To do ▸ Each line below from the one containing "Where are all" through the one containing "I need the bounding" is to be given again exactly, and no line outside that span.

(Stored entries)
..........

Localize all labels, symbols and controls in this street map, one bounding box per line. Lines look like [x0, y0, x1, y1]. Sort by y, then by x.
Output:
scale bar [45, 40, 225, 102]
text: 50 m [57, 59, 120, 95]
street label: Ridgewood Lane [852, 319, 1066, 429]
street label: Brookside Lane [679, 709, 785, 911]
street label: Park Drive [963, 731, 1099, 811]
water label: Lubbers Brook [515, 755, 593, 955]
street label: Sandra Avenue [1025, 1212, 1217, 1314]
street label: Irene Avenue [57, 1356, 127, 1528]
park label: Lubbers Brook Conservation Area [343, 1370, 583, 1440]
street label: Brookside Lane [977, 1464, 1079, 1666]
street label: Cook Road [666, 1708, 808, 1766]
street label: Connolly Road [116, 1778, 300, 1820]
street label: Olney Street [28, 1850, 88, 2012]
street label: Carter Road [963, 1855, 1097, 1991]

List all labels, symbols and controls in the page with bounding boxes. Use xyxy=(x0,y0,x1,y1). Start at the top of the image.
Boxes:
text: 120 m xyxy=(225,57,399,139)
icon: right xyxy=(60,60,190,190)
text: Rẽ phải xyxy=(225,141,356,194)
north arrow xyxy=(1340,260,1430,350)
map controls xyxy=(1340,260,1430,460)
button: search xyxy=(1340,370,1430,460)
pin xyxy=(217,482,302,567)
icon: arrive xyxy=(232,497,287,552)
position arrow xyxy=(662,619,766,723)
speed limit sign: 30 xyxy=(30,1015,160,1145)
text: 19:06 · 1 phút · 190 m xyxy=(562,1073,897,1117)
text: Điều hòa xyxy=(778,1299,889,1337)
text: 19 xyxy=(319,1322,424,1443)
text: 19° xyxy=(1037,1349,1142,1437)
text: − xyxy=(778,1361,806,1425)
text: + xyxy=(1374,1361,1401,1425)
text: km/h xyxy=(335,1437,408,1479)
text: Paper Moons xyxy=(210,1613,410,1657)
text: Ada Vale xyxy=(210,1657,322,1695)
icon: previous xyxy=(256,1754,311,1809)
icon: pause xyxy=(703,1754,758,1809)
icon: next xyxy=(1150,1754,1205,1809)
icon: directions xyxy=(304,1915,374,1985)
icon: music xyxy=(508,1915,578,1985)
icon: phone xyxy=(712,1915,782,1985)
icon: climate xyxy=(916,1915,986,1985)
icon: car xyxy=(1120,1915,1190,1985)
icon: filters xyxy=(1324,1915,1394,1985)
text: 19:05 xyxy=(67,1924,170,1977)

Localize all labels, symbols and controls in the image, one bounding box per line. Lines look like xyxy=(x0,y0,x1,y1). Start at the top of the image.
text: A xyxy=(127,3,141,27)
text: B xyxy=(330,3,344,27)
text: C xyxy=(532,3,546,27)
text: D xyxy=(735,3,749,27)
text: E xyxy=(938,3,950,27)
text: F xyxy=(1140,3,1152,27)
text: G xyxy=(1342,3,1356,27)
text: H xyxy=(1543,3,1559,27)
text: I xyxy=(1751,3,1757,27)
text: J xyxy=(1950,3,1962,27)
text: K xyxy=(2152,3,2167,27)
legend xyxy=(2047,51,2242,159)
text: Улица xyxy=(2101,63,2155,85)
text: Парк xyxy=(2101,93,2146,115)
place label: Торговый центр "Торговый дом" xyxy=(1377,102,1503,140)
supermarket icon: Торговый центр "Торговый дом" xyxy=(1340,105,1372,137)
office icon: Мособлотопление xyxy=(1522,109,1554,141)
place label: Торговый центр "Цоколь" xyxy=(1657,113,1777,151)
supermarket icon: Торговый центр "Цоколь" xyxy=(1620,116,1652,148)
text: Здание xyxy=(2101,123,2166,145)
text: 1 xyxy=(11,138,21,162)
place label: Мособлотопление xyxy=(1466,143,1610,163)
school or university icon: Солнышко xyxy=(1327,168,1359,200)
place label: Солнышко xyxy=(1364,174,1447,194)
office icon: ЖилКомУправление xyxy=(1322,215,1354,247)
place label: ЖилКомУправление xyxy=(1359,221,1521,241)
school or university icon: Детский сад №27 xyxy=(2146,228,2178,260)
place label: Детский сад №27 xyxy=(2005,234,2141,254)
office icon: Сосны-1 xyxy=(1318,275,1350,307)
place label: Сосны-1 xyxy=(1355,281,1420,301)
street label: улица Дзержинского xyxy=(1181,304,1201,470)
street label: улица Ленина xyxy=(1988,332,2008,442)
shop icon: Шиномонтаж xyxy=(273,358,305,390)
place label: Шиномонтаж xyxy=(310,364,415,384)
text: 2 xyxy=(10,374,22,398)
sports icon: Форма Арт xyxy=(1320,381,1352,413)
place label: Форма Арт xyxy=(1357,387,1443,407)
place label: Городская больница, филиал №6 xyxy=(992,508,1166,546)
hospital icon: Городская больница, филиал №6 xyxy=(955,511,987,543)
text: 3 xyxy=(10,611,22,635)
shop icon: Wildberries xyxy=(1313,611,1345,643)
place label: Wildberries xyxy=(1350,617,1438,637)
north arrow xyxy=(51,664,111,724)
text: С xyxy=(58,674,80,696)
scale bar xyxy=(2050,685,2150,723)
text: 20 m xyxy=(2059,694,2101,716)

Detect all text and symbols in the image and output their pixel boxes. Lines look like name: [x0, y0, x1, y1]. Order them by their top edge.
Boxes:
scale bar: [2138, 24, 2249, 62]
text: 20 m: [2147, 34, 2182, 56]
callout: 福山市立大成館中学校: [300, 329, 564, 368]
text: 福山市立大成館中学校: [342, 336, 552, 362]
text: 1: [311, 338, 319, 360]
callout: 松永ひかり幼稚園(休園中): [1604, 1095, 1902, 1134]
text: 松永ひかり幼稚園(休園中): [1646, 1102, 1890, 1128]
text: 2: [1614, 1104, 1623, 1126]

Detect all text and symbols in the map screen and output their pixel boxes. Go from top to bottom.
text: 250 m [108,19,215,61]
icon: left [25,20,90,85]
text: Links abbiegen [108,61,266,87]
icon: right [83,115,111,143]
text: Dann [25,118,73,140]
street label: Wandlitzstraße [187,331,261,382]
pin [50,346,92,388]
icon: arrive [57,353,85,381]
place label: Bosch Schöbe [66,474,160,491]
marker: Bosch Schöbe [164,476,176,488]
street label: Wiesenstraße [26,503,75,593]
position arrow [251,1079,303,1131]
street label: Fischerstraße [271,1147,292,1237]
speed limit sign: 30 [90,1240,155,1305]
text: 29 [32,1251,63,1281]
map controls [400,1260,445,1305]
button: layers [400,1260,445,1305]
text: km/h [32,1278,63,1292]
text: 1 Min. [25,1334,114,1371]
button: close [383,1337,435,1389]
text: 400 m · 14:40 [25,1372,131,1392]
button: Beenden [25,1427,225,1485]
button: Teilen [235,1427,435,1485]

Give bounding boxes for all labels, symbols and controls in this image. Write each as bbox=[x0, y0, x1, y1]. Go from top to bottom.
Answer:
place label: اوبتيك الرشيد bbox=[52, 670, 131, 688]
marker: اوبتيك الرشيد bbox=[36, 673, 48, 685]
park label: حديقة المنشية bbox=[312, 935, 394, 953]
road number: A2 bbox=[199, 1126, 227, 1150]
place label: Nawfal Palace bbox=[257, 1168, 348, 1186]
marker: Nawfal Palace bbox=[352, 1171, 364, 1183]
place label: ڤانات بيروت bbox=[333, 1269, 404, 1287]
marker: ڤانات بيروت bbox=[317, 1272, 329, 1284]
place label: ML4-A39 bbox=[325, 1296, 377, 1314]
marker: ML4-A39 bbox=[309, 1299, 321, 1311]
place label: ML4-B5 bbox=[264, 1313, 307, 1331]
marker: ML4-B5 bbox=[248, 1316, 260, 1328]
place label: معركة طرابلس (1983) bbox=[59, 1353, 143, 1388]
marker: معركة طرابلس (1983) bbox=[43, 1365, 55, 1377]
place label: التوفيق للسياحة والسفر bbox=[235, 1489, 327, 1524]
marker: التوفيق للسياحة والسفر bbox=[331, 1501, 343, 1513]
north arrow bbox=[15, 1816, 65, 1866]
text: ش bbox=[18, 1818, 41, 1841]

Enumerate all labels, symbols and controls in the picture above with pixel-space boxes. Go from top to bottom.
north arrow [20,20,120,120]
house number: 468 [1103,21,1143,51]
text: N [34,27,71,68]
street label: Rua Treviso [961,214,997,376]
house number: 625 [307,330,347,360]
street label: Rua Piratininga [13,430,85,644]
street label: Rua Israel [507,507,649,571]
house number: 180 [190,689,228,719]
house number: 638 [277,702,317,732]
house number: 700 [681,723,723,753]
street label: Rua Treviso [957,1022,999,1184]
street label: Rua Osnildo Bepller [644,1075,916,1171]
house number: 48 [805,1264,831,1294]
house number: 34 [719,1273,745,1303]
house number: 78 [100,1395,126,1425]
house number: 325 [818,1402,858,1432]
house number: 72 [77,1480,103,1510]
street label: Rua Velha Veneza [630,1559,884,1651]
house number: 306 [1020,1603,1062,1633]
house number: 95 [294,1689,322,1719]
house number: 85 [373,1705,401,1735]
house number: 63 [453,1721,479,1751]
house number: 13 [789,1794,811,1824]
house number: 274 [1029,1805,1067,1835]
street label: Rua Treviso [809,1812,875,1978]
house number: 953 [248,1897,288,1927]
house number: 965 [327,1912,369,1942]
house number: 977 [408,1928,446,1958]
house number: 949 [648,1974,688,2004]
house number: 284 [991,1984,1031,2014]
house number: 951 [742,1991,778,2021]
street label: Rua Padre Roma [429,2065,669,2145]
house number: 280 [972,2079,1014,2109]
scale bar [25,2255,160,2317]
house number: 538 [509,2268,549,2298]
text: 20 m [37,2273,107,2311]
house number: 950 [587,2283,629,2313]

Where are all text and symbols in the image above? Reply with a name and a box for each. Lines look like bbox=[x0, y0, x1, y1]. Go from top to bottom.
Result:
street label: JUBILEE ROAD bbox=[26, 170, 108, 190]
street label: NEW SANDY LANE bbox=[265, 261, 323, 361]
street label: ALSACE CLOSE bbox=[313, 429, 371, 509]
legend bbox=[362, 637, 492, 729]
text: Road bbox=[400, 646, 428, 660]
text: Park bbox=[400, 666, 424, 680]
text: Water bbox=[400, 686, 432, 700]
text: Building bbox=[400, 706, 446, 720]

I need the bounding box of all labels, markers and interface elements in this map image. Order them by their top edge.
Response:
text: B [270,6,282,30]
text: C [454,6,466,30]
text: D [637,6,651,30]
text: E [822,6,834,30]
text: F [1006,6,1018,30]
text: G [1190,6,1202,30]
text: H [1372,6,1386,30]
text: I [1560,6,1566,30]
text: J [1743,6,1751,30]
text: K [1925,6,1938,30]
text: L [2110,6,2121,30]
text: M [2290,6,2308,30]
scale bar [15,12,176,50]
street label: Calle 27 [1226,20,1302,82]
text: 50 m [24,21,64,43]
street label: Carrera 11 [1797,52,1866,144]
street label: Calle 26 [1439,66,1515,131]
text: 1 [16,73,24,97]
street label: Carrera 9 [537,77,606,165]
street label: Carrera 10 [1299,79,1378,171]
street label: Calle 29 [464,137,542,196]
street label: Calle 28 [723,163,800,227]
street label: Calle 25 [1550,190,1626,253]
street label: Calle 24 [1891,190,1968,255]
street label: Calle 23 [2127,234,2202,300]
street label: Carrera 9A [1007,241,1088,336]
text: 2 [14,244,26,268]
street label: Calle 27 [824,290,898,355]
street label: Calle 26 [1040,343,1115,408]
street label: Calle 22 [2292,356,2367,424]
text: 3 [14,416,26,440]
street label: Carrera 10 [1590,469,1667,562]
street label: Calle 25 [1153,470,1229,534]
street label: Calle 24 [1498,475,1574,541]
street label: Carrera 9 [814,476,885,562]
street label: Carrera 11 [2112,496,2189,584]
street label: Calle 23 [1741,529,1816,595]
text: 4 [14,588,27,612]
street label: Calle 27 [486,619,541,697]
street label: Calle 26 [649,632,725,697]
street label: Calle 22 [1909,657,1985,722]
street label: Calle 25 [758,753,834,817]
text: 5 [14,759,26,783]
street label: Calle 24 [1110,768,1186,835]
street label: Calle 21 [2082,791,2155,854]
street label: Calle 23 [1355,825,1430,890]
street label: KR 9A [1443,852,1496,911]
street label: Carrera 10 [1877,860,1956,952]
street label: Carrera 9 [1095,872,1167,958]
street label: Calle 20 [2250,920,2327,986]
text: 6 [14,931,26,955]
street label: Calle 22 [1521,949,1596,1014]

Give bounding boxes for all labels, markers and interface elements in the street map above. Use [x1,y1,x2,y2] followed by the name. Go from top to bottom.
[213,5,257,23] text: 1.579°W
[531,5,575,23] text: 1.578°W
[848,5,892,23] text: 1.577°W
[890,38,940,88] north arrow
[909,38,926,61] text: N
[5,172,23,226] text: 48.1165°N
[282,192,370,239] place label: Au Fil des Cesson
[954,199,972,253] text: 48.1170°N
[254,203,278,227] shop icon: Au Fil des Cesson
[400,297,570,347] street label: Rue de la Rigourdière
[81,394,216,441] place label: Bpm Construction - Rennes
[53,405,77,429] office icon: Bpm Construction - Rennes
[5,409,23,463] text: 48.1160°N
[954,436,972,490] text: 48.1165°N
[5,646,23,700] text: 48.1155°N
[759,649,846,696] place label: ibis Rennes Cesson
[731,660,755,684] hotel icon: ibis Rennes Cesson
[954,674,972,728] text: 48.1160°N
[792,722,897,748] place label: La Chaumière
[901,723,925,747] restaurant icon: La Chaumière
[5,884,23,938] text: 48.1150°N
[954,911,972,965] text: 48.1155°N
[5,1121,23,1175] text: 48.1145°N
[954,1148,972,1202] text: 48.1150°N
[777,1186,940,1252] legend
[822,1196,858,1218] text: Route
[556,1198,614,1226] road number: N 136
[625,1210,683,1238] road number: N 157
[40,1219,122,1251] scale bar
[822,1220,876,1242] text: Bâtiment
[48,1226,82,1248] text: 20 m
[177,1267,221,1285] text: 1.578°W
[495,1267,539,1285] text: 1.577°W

..........

Problem solution ▸
Where are all text and symbols in the image above? Reply with a name and a box for each. Lines look like bbox=[x0, y0, x1, y1]. Go from top to bottom.
Result:
street label: JUBILEE ROAD bbox=[26, 170, 108, 190]
street label: NEW SANDY LANE bbox=[265, 261, 323, 361]
street label: ALSACE CLOSE bbox=[313, 429, 371, 509]
legend bbox=[362, 637, 492, 729]
text: Road bbox=[400, 646, 428, 660]
text: Park bbox=[400, 666, 424, 680]
text: Water bbox=[400, 686, 432, 700]
text: Building bbox=[400, 706, 446, 720]

I need the bounding box of all labels, markers and interface elements in this map image. Order them by their top edge.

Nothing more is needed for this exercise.